— What is being asked —
Please return all lines of the data below containing the string "pixel".

++++ Material for this exercise

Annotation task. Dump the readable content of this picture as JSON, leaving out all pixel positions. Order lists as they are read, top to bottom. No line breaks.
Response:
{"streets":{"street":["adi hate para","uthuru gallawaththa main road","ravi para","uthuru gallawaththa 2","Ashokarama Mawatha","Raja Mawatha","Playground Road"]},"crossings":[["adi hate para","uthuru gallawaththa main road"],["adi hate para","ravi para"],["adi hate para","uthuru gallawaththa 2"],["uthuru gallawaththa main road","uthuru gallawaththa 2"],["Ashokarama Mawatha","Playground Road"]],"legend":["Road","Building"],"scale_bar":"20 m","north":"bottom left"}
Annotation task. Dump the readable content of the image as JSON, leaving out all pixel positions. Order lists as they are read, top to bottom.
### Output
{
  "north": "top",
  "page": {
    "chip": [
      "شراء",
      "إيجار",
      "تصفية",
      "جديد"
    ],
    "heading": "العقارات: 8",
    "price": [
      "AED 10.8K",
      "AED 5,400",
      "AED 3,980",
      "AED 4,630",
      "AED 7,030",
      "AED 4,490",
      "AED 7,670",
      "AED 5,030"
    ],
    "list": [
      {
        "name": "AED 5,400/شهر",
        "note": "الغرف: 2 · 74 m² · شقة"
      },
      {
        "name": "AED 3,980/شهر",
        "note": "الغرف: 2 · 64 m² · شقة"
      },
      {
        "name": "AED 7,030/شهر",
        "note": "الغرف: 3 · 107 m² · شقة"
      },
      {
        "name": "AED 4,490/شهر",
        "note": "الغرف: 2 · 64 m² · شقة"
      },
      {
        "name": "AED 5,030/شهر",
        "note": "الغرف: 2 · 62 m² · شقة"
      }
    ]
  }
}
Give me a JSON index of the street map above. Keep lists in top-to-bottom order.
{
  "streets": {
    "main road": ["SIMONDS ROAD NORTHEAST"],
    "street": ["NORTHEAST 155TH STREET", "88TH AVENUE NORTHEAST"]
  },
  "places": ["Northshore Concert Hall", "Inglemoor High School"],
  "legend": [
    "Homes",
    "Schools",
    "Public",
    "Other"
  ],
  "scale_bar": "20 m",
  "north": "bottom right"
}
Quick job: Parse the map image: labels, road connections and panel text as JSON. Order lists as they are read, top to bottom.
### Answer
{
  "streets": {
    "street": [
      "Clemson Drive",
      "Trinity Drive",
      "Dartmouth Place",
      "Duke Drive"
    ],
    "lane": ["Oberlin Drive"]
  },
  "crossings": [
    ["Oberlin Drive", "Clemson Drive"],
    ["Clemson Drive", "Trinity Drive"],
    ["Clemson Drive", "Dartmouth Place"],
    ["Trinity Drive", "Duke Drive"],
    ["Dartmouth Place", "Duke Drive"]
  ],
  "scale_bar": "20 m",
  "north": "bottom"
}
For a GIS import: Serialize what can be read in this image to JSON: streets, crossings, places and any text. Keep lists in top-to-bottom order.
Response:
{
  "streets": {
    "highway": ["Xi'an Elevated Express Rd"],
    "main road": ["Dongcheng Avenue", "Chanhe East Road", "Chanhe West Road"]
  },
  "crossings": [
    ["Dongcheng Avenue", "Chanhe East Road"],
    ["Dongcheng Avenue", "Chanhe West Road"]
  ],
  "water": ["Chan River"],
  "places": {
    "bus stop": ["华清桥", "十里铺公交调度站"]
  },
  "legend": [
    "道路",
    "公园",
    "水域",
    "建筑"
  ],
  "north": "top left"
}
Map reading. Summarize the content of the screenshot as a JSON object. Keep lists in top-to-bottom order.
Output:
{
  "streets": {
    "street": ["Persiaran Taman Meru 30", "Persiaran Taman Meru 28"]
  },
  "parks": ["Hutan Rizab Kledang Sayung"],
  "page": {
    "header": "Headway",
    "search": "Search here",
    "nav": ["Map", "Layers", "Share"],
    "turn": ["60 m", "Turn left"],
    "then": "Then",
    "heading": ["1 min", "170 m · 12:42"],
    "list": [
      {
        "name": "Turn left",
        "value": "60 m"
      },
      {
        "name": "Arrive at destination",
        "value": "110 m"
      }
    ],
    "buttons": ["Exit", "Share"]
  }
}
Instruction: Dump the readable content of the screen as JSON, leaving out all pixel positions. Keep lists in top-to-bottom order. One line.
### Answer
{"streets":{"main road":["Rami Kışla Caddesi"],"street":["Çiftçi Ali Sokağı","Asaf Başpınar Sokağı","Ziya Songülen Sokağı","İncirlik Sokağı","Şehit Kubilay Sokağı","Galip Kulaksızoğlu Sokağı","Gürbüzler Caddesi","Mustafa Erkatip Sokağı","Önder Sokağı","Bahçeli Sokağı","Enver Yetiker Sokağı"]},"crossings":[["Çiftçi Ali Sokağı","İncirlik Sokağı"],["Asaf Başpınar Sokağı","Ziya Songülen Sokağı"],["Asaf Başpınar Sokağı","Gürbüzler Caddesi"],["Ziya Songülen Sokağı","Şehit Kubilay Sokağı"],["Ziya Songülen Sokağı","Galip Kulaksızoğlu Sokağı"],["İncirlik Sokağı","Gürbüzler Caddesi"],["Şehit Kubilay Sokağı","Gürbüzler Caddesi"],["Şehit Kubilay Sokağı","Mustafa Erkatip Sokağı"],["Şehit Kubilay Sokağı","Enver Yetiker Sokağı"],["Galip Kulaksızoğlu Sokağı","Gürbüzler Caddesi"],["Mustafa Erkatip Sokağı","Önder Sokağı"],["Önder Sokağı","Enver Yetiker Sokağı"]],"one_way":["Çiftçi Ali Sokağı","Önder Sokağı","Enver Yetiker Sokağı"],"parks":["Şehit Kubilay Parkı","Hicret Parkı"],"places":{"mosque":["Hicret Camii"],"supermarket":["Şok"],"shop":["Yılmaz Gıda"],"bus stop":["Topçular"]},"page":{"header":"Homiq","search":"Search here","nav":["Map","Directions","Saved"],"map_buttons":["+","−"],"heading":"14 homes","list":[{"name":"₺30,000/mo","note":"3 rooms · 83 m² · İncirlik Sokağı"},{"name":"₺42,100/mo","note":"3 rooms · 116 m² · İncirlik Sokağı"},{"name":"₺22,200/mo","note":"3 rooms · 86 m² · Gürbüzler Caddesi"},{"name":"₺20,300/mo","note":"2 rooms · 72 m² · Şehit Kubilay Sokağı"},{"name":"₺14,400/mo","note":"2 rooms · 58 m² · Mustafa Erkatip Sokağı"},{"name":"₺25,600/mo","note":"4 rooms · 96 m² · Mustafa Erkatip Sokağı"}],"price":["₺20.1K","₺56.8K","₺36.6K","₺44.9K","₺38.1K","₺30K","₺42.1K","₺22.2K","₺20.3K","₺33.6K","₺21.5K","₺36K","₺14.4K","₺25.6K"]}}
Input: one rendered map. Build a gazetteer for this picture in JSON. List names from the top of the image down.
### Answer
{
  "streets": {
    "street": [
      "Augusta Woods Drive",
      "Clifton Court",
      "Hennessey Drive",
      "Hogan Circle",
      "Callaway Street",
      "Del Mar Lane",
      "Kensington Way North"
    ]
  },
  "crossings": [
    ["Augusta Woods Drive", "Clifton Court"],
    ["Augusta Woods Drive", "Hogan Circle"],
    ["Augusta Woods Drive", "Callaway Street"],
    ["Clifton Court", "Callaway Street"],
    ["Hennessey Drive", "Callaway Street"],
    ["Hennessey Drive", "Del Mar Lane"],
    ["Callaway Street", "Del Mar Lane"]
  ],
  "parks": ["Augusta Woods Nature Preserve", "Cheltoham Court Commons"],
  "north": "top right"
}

++++++++

— Solution to this exercise —
Annotation task. Dump the readable content of this picture as JSON, leaving out all pixel positions. Order lists as they are read, top to bottom. No line breaks.
Annotation task. Dump the readable content of the image as JSON, leaving out all pixel positions. Order lists as they are read, top to bottom.
Instruction: Dump the readable content of the screen as JSON, leaving out all pixel positions. Keep lists in top-to-bottom order. One line.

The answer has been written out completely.